◆ **Material for this exercise**
+---+

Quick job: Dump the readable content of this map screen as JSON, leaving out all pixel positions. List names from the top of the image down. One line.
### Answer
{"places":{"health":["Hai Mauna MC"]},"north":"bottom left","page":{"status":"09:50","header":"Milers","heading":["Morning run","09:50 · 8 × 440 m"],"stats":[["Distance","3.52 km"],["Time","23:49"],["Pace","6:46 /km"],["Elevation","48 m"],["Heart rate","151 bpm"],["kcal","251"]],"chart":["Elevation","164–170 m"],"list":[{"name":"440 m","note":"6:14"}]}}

+---+

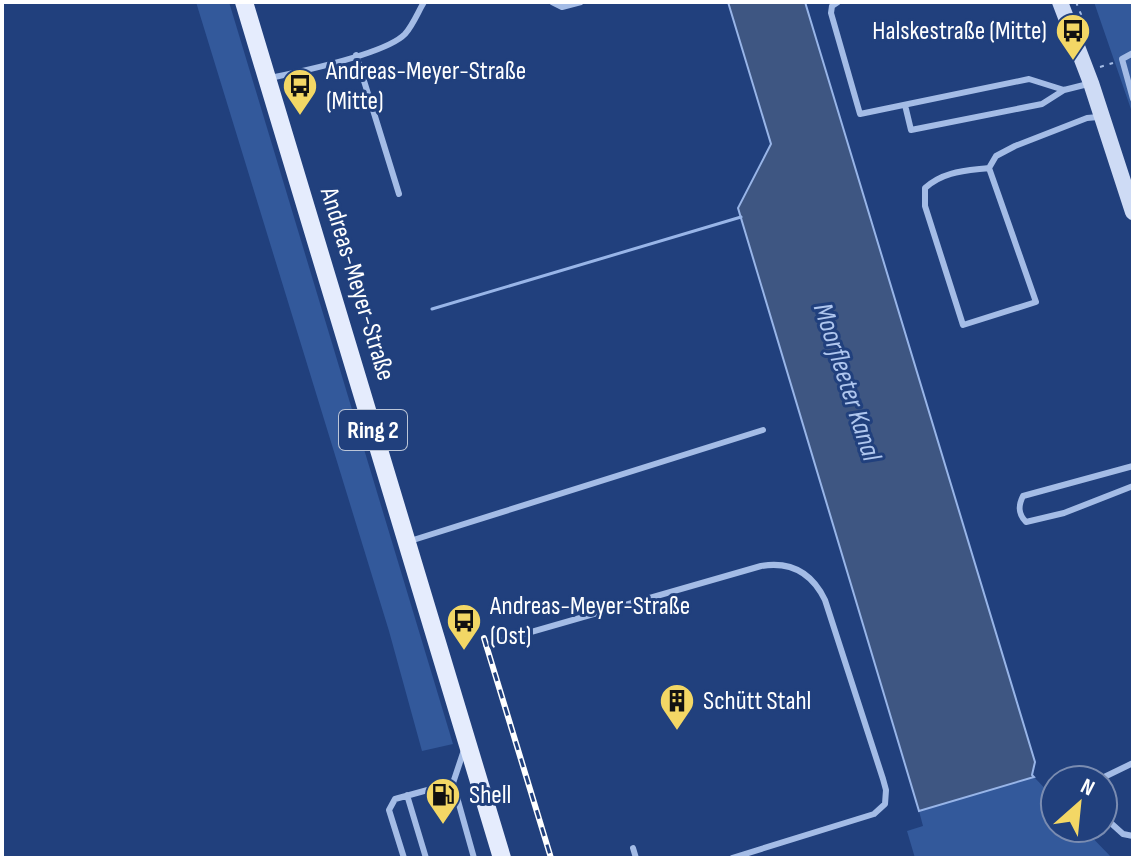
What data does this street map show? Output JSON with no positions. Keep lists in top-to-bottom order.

+---+

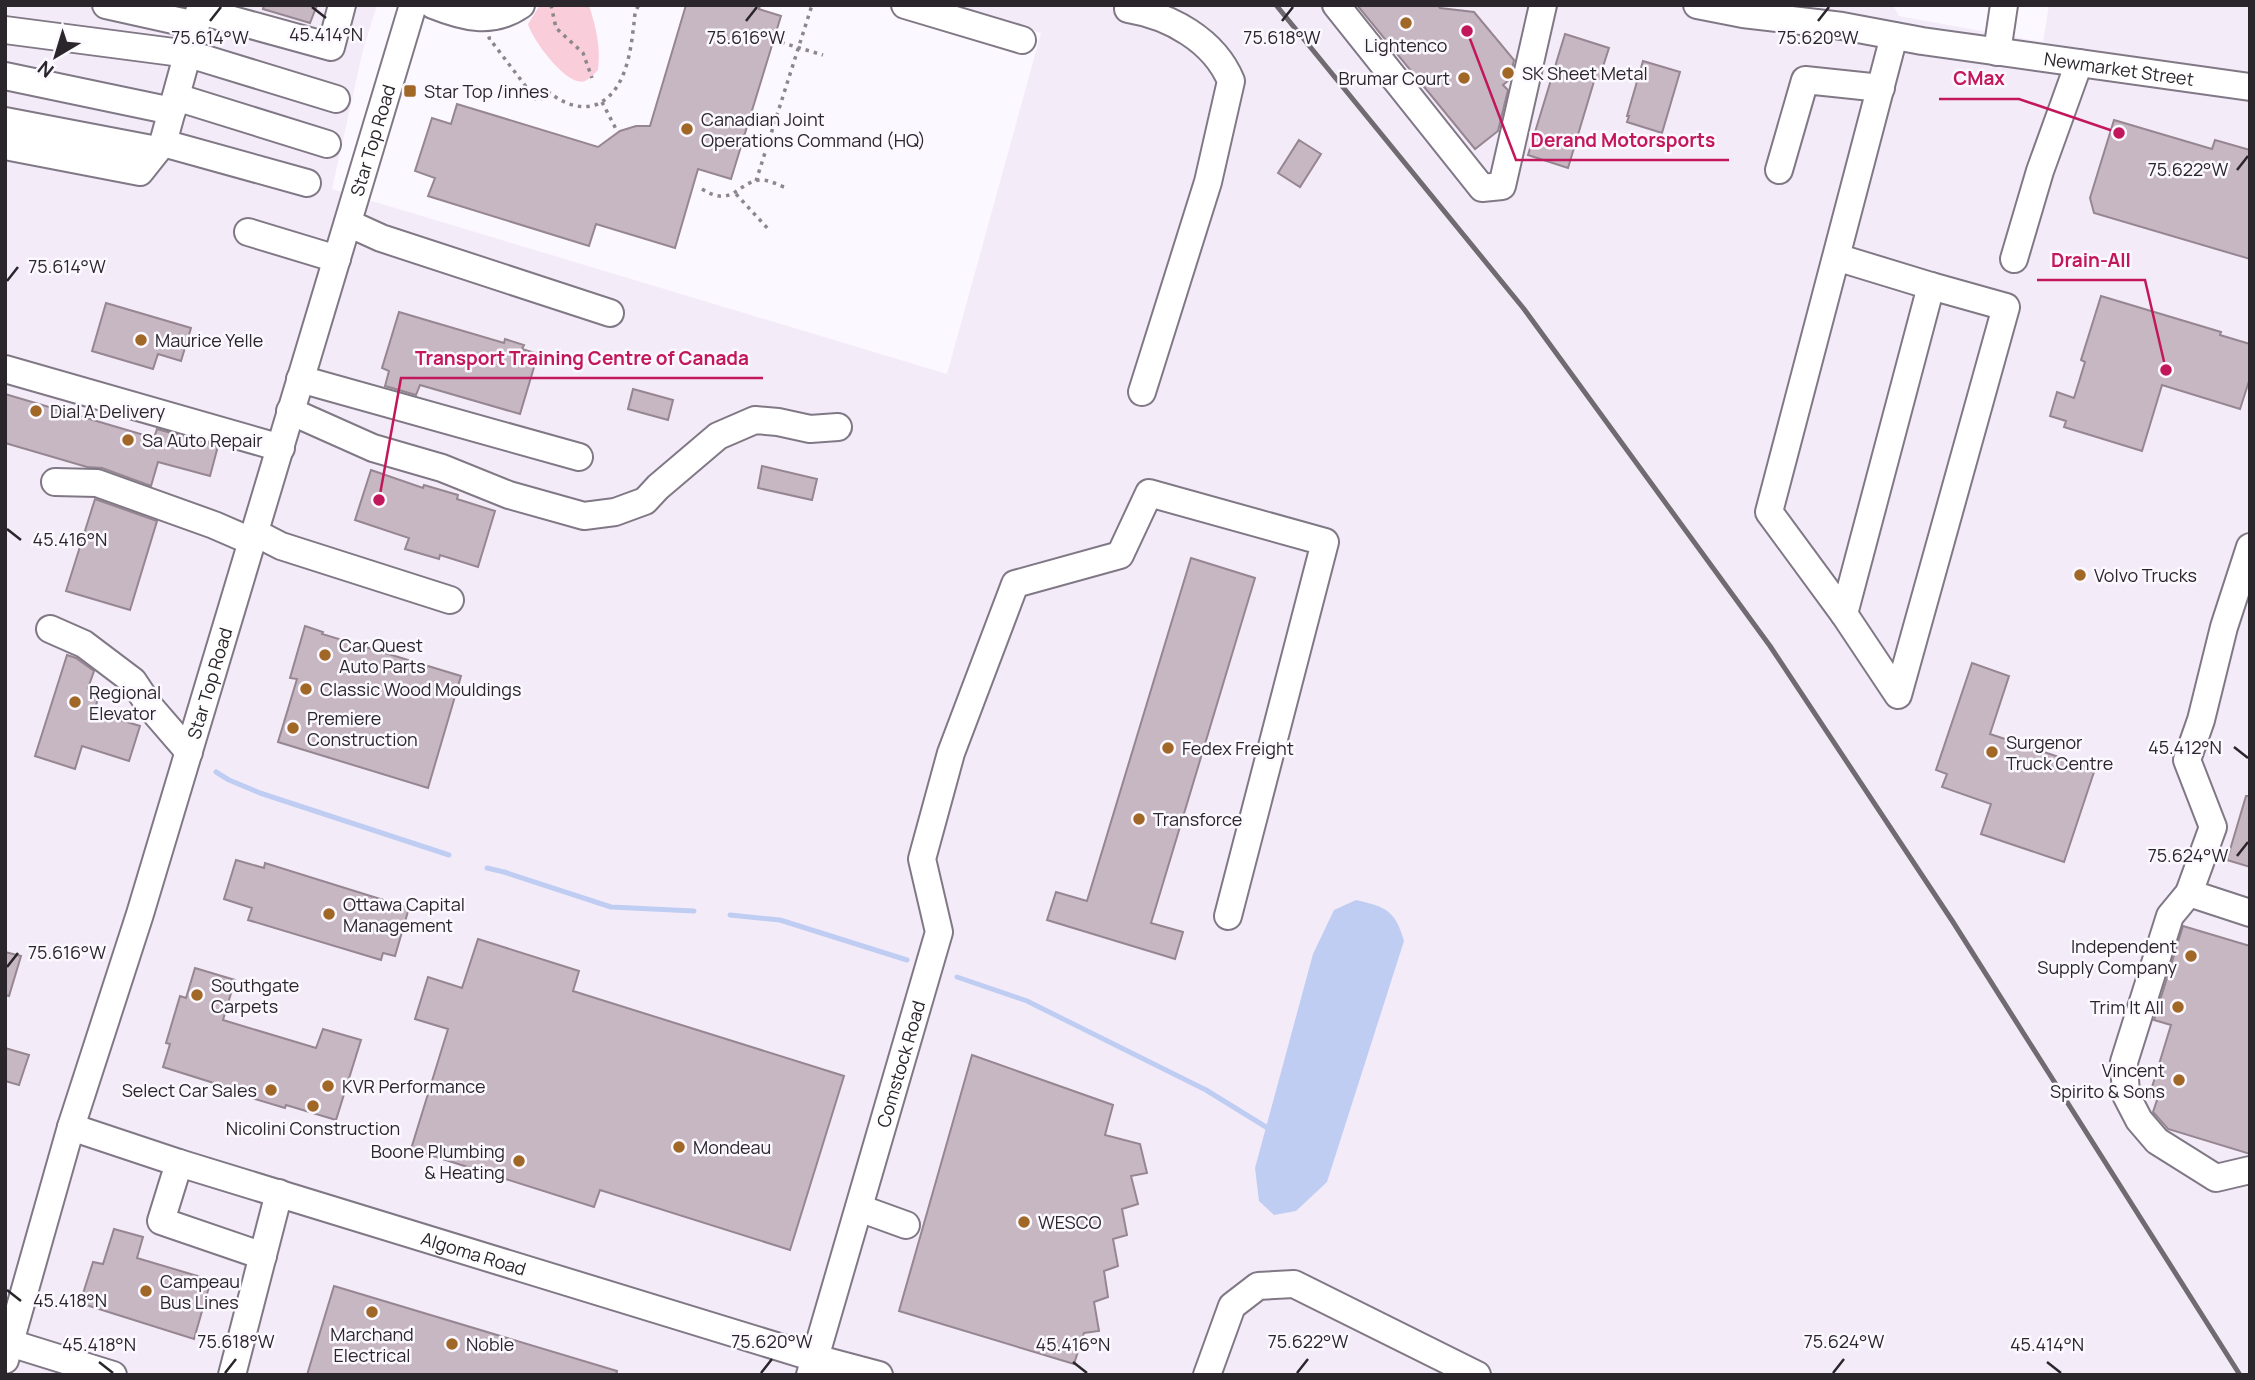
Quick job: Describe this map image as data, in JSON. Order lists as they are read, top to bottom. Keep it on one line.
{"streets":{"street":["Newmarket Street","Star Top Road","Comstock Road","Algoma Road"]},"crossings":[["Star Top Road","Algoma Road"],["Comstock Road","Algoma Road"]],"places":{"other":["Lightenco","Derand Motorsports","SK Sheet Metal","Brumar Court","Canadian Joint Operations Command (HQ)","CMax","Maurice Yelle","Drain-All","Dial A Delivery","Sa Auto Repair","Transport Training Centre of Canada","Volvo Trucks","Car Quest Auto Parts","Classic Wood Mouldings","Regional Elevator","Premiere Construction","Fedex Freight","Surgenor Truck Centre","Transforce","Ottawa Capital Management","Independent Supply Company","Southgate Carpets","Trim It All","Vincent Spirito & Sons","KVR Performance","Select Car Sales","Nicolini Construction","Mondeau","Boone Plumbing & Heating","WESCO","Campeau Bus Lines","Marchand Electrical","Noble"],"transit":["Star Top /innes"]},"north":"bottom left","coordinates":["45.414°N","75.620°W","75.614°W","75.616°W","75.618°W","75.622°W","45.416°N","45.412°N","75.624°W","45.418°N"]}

+---+

◆ **Task requirements**
In the entries above, find each line with the word "positions" and copy it.

◆ **Written answer**
Quick job: Dump the readable content of this map screen as JSON, leaving out all pixel positions. List names from the top of the image down. One line.
What data does this street map show? Output JSON with no positions. Keep lists in top-to-bottom order.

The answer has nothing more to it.